At last we get to limits, the bugbear of calculus. Limits are the most sophisticated and also the most pedagogically challenging of the four big ideas. The sad state of the way limits are usually taught is that they (quoting the author) “are either reduced to an intuitive notion with some validity but one that can lead to many incorrect assumptions, or their study devolves into a collection of techniques that must be memorized.” Citing Grabiner’s The Origins of Cauchy’s Rigorous Calculus, the book points out that the modern rigorous treatment of limits based on the algebra of inequalities came relatively late in the evolution of calculus. Bressoud argues, and this reviewer would agree, that expecting first-year students to absorb the \(\epsilon-\delta\) definition of limit is irresponsible, yet the ideas behind this formalization can be made accessible through the algebra of inequalities.
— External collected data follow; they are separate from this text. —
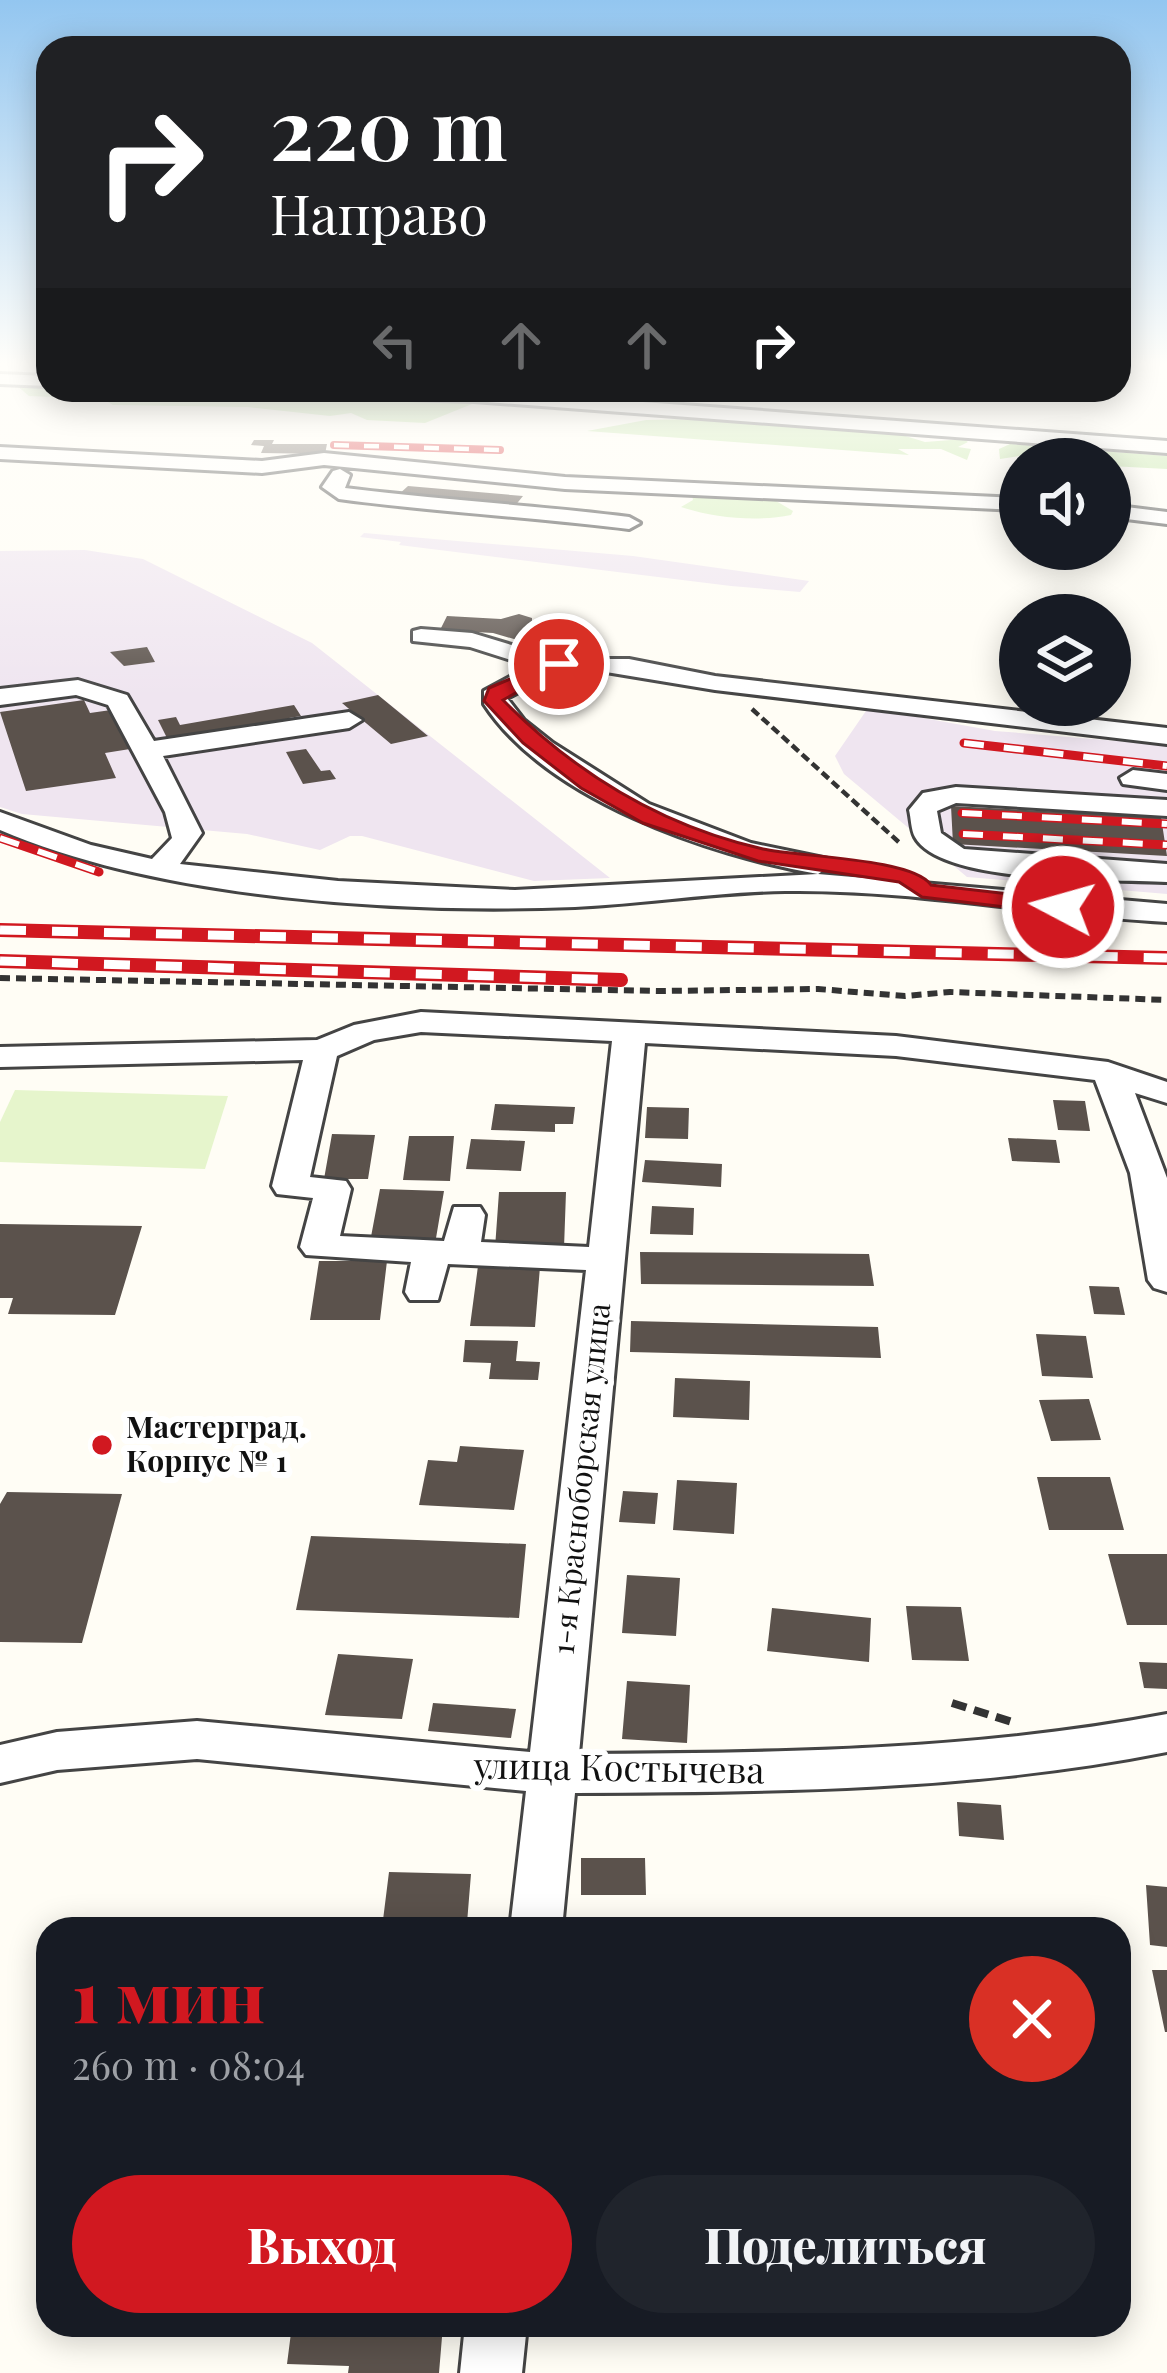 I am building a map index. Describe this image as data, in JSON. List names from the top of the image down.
{
  "streets": {
    "street": ["1-я Красноборская улица", "улица Костычева"]
  },
  "crossings": [
    ["1-я Красноборская улица", "улица Костычева"]
  ],
  "places": ["Мастерград. Корпус № 1"],
  "page": {
    "turn": ["220 m", "Направо"],
    "heading": ["1 мин", "260 m · 08:04"],
    "buttons": ["Выход", "Поделиться"]
  }
} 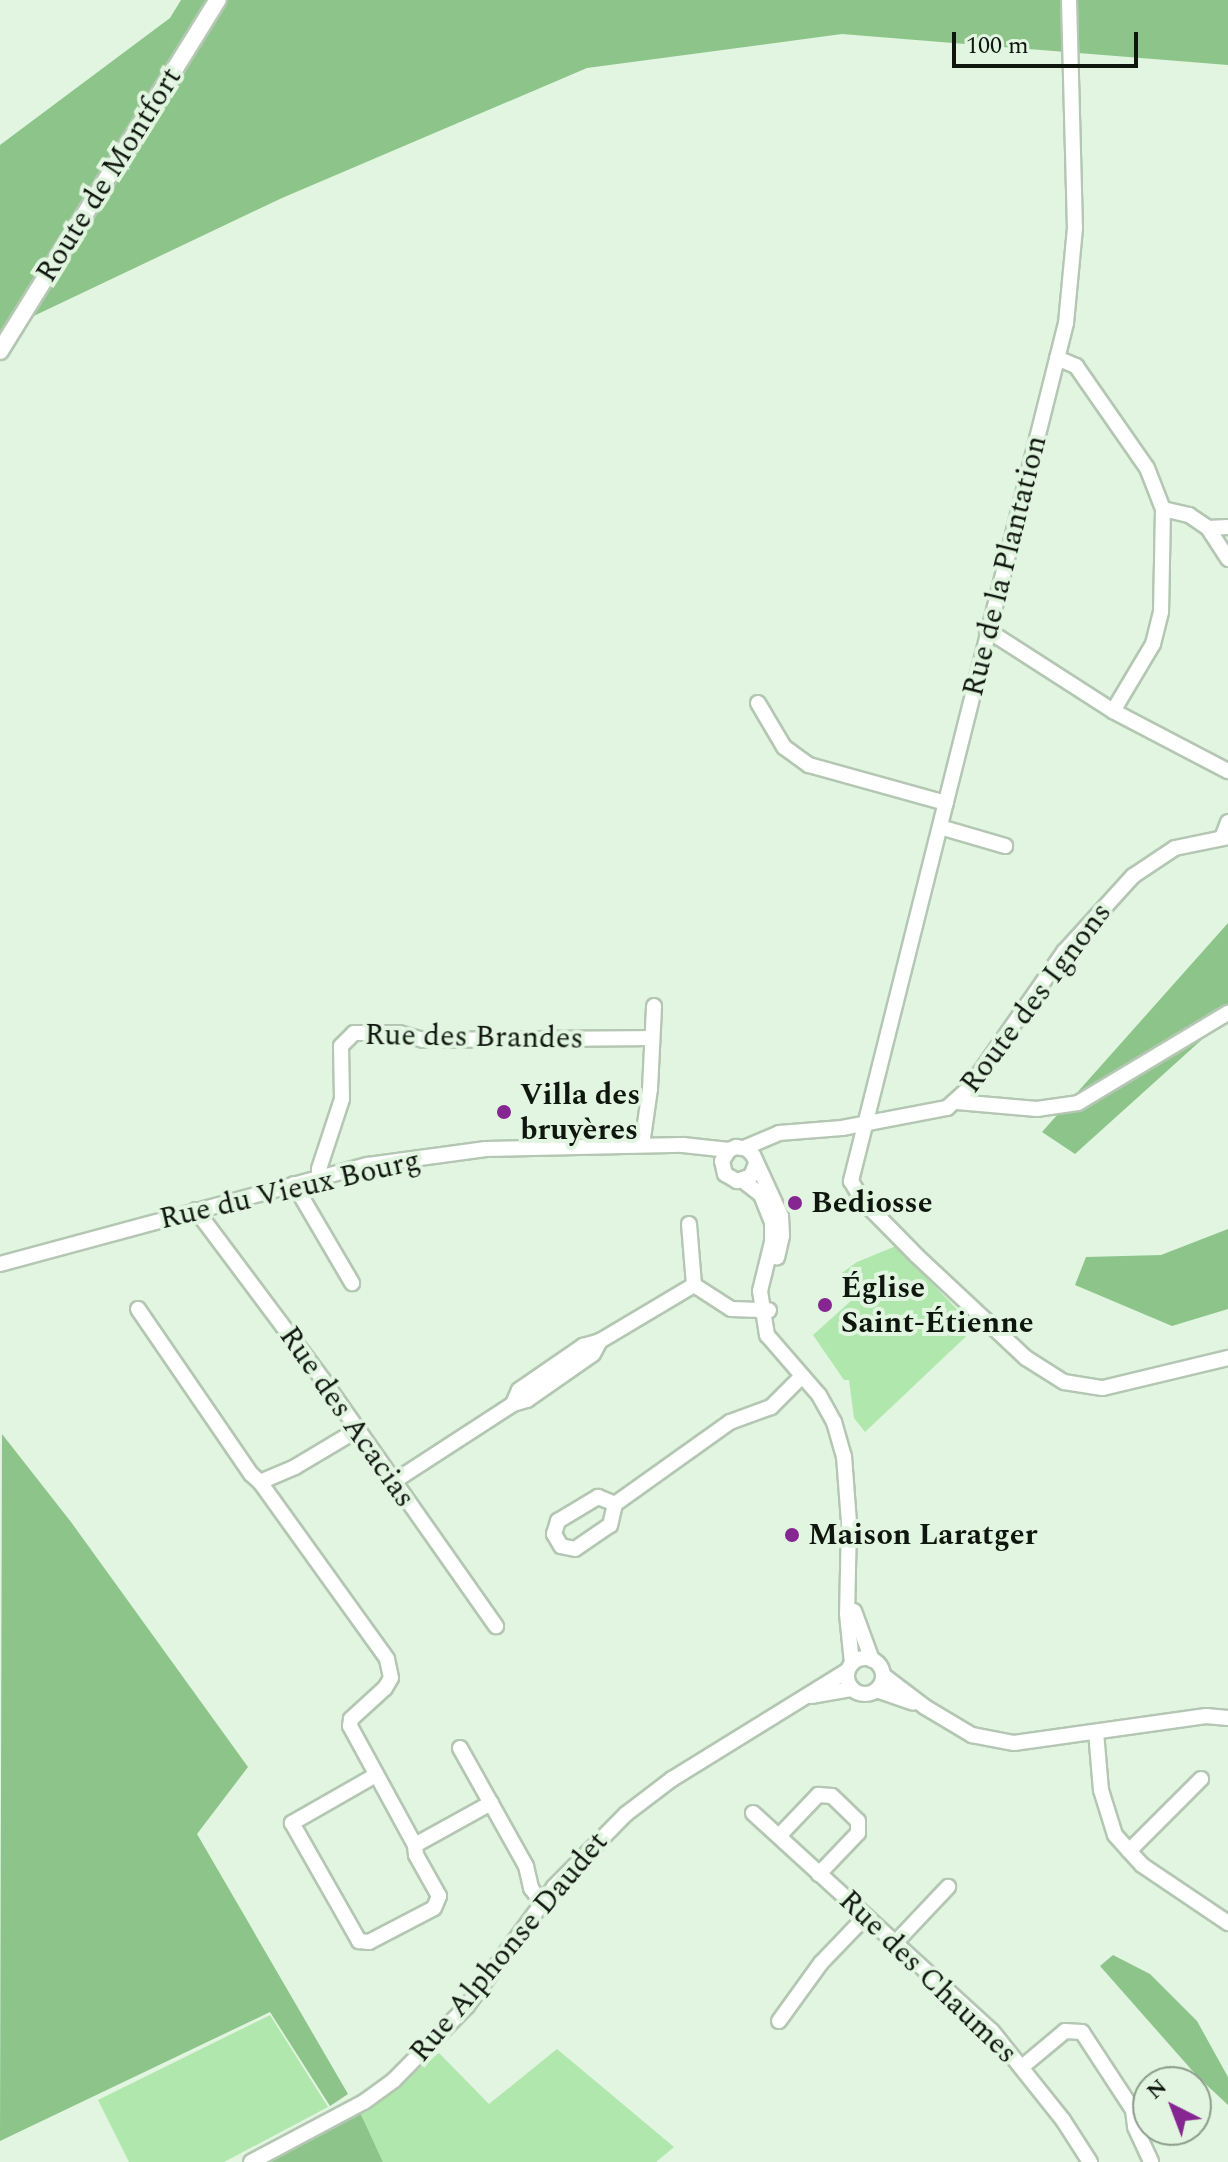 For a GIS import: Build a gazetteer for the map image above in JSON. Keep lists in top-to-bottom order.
{
  "streets": {
    "main road": ["Route de Montfort"],
    "street": [
      "Rue de la Plantation",
      "Route des Ignons",
      "Rue des Brandes",
      "Rue du Vieux Bourg",
      "Rue des Acacias",
      "Rue Alphonse Daudet",
      "Rue des Chaumes"
    ]
  },
  "crossings": [
    ["Rue de la Plantation", "Route des Ignons"],
    ["Rue des Brandes", "Rue du Vieux Bourg"],
    ["Rue du Vieux Bourg", "Rue des Acacias"]
  ],
  "places": [
    "Villa des bruyères",
    "Bediosse",
    "Église Saint-Étienne",
    "Maison Laratger"
  ],
  "scale_bar": "100 m",
  "north": "top left"
}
By this is meant an emphasis on learning the language of approximations. There are not a lot of specific prescriptions in the book for exactly how to do this but references are given to some incipient curriculum revisions that already exist.
 
Finally, the book delves into more advanced analysis and touches on some of the late nineteenth and early twentieth-century developments of concepts like uniform convergence, Riemann integration, Fourier series, and measure. There is a great deal of additional material in the book not mentioned in this review, including an appendix containing the author’s reflections on some of the pedagogical issues highlighted.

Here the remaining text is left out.